Our Inner Struggle


There is a legend from the Native American culture that speaks of the ‘Two Wolves’ inside each of us. In essence in almost all of the religions or cultures of the world there are similar teachings and stories. Each of us is born with the capacity to do ‘good’ or to do bad or evil. It is this inner struggle we all have, the struggle we have every day to do what is right or what is wrong and it is based on which of the wolves we feed. The difficulty in North American society in particular is for people to understand which of the wolves we are feeding.

No man chooses evil because it is evil; he only mistakes it for happiness, the good he seeks

Mary Wollenscraft

A student where I work shared with me some of the teachings of her grandmother. She talked about how her ‘Grandmother’ told her that everyone is born equal and a person’s culture is not determined until we start living. The society we each live in combined with our ongoing inner struggle with the influences of human nature; temptation; affects our belief of what is good and what is evil. In the end the choices we make, the actions we do, decide who we become and how we feel about ourselves. Many of these actions are in conflict with who we as humans are meant to be as people resulting in us being unhappy despite at appearing we have everything that should make us happy.

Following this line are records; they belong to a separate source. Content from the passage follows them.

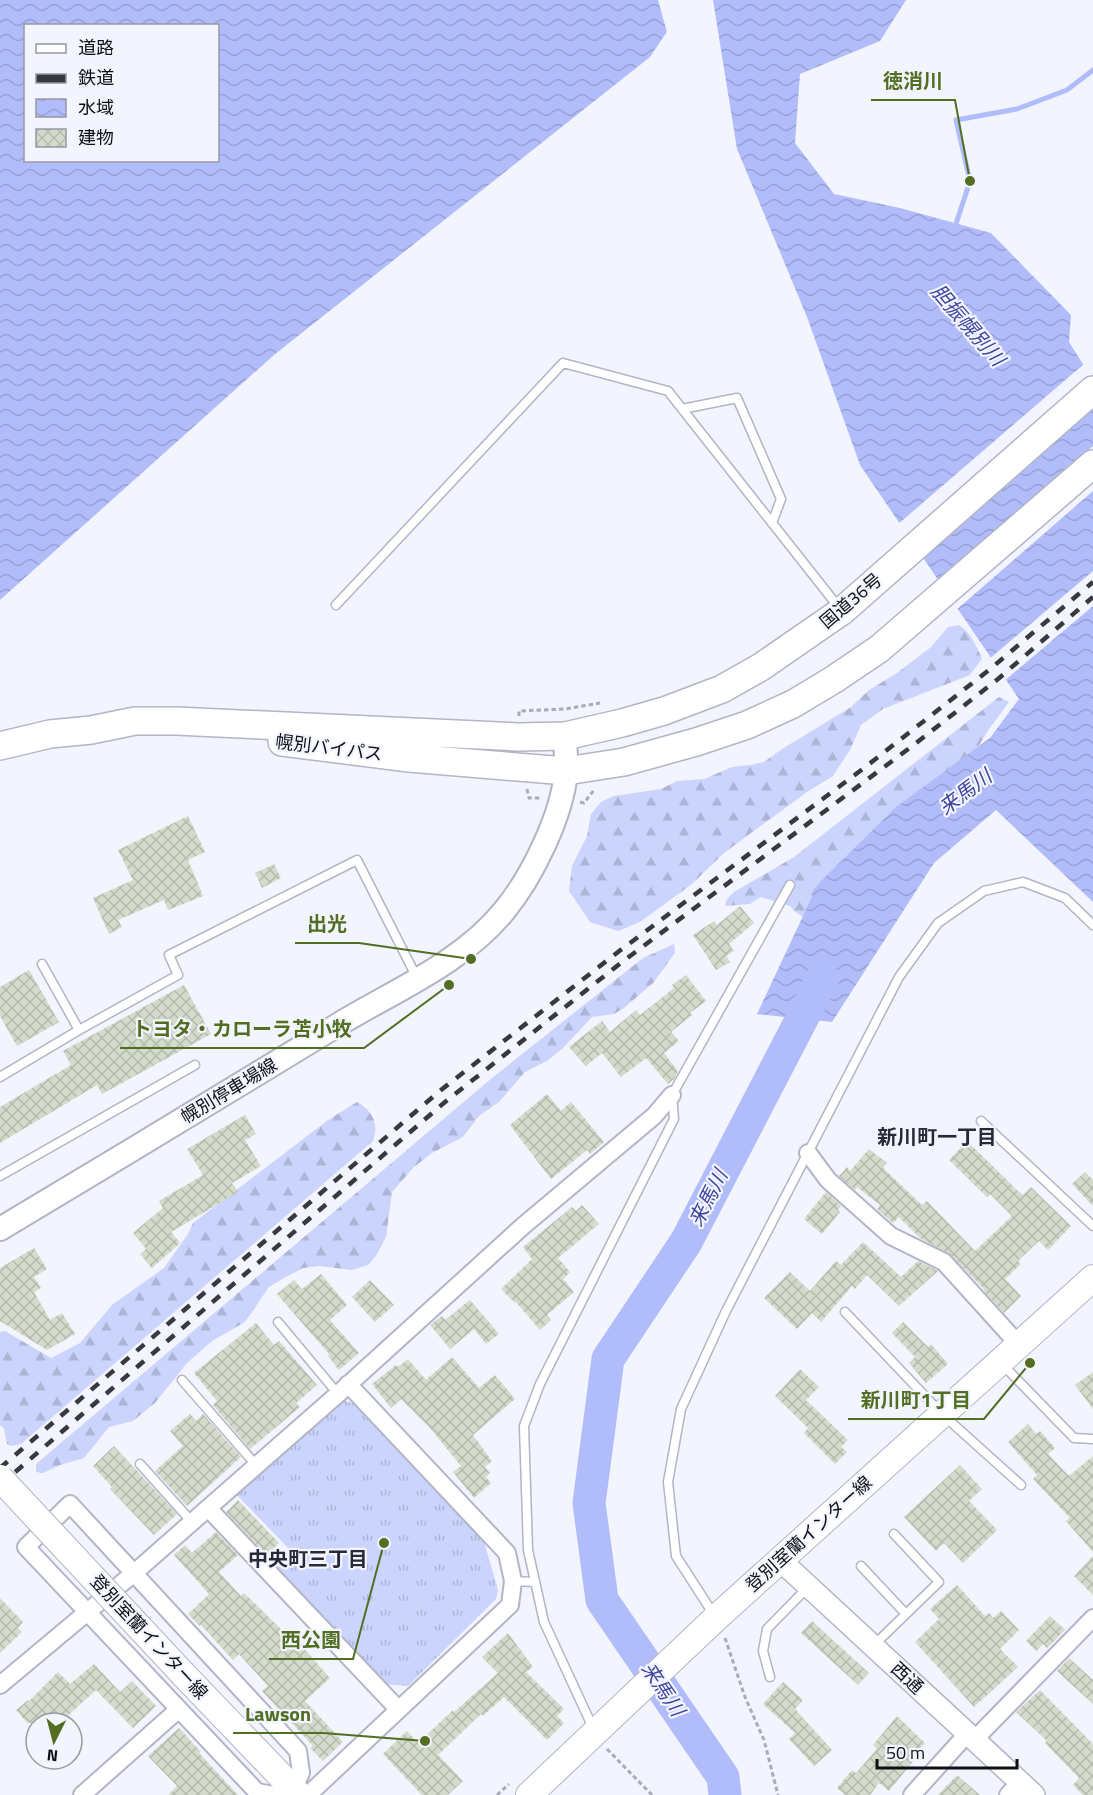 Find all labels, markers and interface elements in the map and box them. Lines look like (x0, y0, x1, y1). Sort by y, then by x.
legend (24, 24, 219, 162)
text: 道路 (78, 34, 114, 61)
callout: 徳消川 (871, 62, 955, 100)
text: 鉄道 (78, 64, 114, 91)
text: 徳消川 (883, 65, 943, 96)
text: 水域 (78, 94, 114, 121)
text: 建物 (78, 124, 114, 151)
water label: 胆振幌別川 (924, 277, 1014, 374)
street label: 国道36号 (814, 566, 888, 635)
street label: 幌別バイパス (274, 728, 384, 767)
water label: 来馬川 (931, 760, 1000, 822)
callout: 出光 (295, 905, 359, 943)
text: 出光 (307, 908, 347, 939)
callout: トヨタ・カローラ苫小牧 (120, 1010, 364, 1048)
text: トヨタ・カローラ苫小牧 (132, 1013, 352, 1044)
street label: 幌別停車場線 (176, 1051, 282, 1130)
district label: 新川町一丁目 (877, 1121, 997, 1152)
water label: 来馬川 (680, 1162, 736, 1232)
callout: 新川町1丁目 (848, 1381, 984, 1419)
text: 新川町1丁目 (860, 1384, 972, 1415)
street label: 登別室蘭インター線 (739, 1469, 878, 1598)
district label: 中央町三丁目 (248, 1543, 368, 1574)
street label: 登別室蘭インター線 (84, 1568, 214, 1705)
callout: 西公園 (269, 1621, 353, 1659)
text: 西公園 (281, 1624, 341, 1655)
water label: 来馬川 (634, 1655, 694, 1724)
street label: 西通 (885, 1655, 930, 1700)
callout: Lawson (233, 1695, 323, 1733)
text: Lawson (245, 1698, 311, 1729)
north arrow (24, 1711, 84, 1771)
scale bar (877, 1732, 1016, 1770)
text: 50 m (886, 1739, 925, 1766)
text: N (46, 1743, 59, 1768)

In today’s society there is an over-emphasis on the valuing of commercialism to fulfill our desire to be beautiful, wealthy and independent. Believing this will make us happy. The belief that to be happy means to do the things that make you happy. Seeking to feed the one versus worrying about the good of the many. Media and advertising inundates us with images of what each of us should look like, should be. The more beautiful we are, the happier we will be. The bigger the car, the bigger the house, and the bigger the bank account will make us happy. This culture that is being created that values the needs of the one is not only unattainable for everyone but ignores the key values that throughout history, throughout the world have been the foundations to creating a happy person, a happy family and a happy society.

Growing-up at times our family had little money. I still see my dad sitting at the kitchen table, making sure we all had food on our plates before he took his share. We were taught and modeled from a very young age the importance of sharing. If there were five potatoes and five people we each got one potato. Human nature at times had us each trying to get the slightly bigger potato but we would never think of taking two and leaving one person with nothing. New clothes usually just meant new to us. Don’t get me wrong we were not poor at least not in the way we have poverty today. We had a place to live and food, it may have been simple, but their was something to eat on the table every night. We grew up happy, not because we were rich or beautiful, but because we were fed those things that mattered.

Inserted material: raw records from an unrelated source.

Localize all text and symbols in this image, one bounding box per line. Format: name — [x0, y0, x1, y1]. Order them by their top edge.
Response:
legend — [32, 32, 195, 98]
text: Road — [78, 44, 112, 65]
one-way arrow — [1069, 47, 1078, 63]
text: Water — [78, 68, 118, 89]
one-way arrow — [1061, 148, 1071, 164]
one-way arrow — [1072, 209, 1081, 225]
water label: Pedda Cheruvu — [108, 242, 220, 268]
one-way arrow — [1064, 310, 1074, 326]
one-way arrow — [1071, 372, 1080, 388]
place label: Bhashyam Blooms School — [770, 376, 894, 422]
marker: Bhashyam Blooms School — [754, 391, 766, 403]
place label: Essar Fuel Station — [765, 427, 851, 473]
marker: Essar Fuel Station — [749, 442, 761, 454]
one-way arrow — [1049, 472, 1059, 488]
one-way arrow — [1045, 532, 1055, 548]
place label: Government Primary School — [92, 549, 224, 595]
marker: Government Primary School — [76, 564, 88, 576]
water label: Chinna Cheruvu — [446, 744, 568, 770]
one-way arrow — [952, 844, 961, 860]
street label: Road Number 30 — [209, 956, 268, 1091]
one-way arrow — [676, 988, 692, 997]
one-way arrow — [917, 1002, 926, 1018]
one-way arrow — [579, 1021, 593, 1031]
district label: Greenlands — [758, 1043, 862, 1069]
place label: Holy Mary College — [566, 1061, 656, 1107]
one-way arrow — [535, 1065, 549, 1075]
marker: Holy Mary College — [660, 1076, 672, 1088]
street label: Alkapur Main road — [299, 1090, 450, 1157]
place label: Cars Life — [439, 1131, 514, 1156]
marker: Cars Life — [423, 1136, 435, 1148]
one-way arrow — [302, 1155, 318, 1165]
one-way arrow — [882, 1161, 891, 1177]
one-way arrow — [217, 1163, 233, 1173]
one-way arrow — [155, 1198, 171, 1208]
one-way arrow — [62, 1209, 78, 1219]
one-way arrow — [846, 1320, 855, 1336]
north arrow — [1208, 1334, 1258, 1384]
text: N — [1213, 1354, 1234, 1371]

During that time as well Canada’s policies were created to make sure everyone got health care and pension plans were established as well. The Canada Pension Plan even gave benefits to people who had never contributed, with the only requirement being was you were a certain age at the time of enactment you received the benefit. The majority of employers also had pension plans that they also contributed to, with the understanding if their workers are happy and working, earning a decent wage, then they could afford to be part of the economy and create a healthy and strong society. The rationale was simple because you were important, because we all were there to support each other. Canadian society was developed on certain core values and beliefs that drove policy in order to attain those ideals. The vision of what was a happy person was different from it is now. We are now creating policies that don’t have everyone supporting families. Education for instance no longer has to be supported by everyone. It no longer is a societal responsibility.

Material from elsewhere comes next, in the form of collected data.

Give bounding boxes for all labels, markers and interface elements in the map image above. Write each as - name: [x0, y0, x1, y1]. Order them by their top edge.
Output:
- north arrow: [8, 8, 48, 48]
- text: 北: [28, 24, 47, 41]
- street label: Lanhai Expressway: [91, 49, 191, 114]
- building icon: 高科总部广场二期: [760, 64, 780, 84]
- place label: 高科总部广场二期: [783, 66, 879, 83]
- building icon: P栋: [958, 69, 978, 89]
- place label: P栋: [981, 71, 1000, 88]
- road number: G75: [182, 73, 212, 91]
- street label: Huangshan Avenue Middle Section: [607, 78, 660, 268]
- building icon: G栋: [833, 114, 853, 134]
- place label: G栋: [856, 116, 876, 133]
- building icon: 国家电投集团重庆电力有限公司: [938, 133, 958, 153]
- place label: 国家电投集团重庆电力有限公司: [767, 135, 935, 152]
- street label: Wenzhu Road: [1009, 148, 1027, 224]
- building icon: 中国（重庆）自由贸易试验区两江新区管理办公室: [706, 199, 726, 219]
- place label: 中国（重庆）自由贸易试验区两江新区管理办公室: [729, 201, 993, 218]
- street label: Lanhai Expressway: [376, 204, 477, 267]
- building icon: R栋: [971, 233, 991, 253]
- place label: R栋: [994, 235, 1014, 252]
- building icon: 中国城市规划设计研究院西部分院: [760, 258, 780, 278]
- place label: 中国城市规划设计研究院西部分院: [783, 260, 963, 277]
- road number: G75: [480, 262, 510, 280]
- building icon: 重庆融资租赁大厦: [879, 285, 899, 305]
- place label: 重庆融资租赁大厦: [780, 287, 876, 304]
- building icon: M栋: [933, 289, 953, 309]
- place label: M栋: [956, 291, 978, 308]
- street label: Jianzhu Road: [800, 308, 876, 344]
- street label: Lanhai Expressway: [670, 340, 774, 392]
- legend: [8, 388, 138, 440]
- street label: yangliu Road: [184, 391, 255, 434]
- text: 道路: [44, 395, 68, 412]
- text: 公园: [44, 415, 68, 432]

The rise and almost epidemic number of people with mental illness in North America is now being directly linked to the pressures of striving for more than we need in order to be happy. Feeding commercialism rather than society. Having a cell phone isn’t enough it must be the best cell phone. Making a profit isn’t enough, it has to be bigger even if it is at the expense of others, even if it means taking all the potatoes and leaving none for anyone else. The message that is becoming our new culture is happiness comes from the outside things rather than the inside. Your needs as an individual matter more than the needs of others.

The world has changed and I would never suggest that we go back to the way things were because at that time there was a need to address so many diversity issues, so many other issues of human rights, so many rights of the individual. The world needs balance, people need balance. Given where society is now and where it is headed we need policies that look at fairness for everyone. This is not about politics but doing those things based on what is happening around us and taking us back to the vision of the society we wanted to create. Fulfilling our vision as people, as a nation. We must take politics out of politics. A healthy society, a healthy person means identifying what it is we want our country, ourselves to be.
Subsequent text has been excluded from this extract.